*Recorded data*.
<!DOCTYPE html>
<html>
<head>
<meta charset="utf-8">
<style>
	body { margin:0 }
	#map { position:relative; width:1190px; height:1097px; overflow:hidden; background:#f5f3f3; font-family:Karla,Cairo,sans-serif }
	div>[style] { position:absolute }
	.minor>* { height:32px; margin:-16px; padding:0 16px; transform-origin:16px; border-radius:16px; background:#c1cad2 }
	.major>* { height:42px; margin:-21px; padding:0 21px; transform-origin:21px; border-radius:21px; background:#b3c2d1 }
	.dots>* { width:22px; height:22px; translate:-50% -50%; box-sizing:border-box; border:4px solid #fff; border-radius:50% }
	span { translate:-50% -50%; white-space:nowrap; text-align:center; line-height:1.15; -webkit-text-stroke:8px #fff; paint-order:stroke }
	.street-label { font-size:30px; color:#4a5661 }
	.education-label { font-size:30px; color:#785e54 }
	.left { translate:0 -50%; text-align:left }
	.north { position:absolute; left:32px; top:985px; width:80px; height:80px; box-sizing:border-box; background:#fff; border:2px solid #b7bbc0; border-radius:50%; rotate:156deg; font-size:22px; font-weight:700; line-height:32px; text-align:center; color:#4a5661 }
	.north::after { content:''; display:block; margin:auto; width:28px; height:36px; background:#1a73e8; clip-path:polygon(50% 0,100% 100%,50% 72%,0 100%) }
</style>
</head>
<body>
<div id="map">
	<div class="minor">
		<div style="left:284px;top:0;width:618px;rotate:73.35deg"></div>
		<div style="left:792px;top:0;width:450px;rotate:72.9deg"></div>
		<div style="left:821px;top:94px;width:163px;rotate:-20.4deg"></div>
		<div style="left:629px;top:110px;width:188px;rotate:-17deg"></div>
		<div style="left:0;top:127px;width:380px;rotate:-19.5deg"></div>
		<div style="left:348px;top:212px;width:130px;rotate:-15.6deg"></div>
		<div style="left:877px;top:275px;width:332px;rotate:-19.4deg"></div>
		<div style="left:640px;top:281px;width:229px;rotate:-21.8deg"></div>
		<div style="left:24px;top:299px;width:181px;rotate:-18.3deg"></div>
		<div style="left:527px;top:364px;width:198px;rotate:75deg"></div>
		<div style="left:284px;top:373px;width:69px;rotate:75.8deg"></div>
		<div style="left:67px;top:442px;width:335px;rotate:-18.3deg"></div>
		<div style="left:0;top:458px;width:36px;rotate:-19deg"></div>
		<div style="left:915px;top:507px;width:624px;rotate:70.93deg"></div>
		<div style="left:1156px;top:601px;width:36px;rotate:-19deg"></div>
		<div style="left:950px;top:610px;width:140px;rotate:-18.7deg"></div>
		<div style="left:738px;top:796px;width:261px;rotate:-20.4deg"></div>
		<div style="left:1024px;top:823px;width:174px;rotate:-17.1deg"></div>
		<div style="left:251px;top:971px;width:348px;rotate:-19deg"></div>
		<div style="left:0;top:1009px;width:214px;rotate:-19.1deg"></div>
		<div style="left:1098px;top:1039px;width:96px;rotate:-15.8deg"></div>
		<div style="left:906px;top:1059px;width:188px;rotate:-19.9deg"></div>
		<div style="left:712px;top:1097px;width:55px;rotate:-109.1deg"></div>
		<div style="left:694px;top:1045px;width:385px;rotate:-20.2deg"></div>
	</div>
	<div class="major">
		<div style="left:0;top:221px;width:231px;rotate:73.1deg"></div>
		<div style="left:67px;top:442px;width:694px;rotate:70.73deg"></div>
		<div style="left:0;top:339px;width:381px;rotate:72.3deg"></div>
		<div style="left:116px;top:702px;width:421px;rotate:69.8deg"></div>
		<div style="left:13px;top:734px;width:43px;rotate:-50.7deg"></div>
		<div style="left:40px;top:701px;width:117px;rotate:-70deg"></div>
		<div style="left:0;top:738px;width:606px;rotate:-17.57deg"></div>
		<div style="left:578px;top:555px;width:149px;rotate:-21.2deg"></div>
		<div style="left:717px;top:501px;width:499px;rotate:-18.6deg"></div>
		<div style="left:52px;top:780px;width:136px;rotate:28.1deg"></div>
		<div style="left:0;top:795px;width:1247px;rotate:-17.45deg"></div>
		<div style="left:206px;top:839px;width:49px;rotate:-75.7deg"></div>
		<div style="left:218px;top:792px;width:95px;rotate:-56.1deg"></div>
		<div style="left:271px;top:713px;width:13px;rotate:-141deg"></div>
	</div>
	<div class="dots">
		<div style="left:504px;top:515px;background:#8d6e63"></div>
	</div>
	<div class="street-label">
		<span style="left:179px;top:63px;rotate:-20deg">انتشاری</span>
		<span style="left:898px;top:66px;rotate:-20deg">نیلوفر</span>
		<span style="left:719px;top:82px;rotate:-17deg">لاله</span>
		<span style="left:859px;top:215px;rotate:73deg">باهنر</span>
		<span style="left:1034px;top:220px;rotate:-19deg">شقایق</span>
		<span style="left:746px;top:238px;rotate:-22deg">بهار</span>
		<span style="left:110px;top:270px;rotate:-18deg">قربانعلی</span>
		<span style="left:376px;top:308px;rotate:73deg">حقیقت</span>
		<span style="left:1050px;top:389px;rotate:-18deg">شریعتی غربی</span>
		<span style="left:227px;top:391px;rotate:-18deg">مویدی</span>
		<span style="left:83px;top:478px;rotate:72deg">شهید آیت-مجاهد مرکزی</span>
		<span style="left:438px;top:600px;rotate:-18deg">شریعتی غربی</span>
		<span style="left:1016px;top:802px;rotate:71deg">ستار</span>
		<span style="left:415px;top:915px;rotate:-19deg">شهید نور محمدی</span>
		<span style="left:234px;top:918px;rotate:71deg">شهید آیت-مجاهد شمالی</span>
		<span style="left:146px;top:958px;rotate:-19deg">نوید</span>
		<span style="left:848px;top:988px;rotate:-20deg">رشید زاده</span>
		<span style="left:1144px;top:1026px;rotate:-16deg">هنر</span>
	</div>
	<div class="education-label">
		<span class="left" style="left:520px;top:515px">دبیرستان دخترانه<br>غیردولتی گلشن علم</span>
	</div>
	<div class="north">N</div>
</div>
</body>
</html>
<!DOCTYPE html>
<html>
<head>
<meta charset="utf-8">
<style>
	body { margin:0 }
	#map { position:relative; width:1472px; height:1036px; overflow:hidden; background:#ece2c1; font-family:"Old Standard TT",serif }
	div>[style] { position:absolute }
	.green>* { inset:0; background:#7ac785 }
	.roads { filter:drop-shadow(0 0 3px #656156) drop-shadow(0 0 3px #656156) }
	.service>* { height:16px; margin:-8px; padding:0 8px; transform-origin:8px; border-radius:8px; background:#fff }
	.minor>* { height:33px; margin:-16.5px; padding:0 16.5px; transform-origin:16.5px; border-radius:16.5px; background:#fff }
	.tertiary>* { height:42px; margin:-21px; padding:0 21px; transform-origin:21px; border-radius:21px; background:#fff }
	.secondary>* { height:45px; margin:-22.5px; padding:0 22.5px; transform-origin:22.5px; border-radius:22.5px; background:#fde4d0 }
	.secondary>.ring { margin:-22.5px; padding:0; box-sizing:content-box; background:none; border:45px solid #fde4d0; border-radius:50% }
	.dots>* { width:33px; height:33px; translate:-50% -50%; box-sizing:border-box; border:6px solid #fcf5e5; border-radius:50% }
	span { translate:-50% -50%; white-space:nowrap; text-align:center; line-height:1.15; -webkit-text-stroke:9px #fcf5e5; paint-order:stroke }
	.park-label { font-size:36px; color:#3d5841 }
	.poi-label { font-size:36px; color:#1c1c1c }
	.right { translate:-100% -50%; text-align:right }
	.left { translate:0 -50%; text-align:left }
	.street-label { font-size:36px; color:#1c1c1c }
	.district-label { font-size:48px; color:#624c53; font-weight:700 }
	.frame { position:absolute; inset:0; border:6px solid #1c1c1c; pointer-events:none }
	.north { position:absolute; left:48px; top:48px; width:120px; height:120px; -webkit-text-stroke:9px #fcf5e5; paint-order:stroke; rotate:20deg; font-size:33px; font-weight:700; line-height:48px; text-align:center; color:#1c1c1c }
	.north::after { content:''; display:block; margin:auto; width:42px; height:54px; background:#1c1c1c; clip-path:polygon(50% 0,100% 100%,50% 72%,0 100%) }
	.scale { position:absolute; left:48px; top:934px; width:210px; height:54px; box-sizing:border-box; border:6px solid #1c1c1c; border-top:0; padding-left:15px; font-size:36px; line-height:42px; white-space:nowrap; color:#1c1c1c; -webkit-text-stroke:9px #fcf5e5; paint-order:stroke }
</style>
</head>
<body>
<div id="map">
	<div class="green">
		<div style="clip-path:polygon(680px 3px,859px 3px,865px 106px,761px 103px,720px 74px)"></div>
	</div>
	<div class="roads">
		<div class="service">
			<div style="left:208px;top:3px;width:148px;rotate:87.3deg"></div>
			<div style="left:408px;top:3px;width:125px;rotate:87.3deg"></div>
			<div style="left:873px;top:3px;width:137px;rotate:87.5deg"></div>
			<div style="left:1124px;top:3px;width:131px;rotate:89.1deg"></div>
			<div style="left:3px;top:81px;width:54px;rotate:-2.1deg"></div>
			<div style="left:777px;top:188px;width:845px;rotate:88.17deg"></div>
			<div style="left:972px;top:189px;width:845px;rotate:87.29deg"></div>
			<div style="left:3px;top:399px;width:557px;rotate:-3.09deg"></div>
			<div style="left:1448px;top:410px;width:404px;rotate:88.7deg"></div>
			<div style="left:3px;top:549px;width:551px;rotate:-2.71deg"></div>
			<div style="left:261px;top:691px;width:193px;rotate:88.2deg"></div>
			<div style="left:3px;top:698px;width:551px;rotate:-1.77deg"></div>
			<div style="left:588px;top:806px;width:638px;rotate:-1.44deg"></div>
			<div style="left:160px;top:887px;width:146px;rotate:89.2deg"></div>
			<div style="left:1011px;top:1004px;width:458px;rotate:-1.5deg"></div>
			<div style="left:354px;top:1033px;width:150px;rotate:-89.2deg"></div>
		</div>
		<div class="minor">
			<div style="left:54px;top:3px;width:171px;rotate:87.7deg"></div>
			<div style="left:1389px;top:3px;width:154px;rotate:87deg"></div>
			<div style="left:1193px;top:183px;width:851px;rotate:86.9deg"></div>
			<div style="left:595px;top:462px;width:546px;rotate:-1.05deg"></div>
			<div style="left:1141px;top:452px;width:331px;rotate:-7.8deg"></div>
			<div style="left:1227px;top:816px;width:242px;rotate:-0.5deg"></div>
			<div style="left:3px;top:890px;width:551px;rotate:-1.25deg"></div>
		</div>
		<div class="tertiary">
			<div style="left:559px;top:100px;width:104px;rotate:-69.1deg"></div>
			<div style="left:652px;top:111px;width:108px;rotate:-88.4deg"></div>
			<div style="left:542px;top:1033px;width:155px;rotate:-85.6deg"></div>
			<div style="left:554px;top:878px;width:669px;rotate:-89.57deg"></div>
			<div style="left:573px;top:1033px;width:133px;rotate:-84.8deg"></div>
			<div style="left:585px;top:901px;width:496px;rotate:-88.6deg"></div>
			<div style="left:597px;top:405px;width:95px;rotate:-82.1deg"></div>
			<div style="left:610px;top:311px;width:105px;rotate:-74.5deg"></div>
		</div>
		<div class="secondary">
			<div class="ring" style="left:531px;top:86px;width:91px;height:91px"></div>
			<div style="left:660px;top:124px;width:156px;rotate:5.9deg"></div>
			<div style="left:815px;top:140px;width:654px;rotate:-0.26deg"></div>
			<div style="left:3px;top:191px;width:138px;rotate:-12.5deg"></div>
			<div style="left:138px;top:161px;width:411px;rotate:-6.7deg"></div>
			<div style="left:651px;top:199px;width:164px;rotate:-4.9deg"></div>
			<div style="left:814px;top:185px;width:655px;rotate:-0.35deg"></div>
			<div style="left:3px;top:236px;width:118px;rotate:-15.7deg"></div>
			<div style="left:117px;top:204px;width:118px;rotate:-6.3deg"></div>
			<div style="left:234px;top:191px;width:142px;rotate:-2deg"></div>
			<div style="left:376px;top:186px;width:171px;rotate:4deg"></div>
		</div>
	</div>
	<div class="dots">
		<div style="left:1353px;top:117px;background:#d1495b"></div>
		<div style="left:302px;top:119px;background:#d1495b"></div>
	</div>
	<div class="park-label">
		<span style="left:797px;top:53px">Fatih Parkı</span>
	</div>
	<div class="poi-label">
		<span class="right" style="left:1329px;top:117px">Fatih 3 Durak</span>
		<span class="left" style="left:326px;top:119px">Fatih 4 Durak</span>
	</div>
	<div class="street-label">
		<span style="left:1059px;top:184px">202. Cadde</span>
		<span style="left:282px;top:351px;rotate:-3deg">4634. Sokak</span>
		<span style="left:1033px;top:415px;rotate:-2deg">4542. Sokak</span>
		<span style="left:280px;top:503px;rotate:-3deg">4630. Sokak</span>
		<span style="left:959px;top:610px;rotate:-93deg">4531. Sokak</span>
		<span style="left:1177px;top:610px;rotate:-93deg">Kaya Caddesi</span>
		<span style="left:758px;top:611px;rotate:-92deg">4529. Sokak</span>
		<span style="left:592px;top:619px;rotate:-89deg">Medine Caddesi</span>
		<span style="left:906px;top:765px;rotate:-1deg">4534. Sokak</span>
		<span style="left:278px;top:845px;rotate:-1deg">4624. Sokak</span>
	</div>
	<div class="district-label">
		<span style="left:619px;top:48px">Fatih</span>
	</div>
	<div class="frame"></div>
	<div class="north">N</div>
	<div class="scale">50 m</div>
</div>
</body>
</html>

*Exercise goal*.
Begin at the first line of the material and transcribe each line exactly. End with the line containing "position:relative; width:1190px; height:1097px;", and give nothing else.

*Response to this exercise*.
<!DOCTYPE html>
<html>
<head>
<meta charset="utf-8">
<style>
	body { margin:0 }
	#map { position:relative; width:1190px; height:1097px; overflow:hidden; background:#f5f3f3; font-family:Karla,Cairo,sans-serif }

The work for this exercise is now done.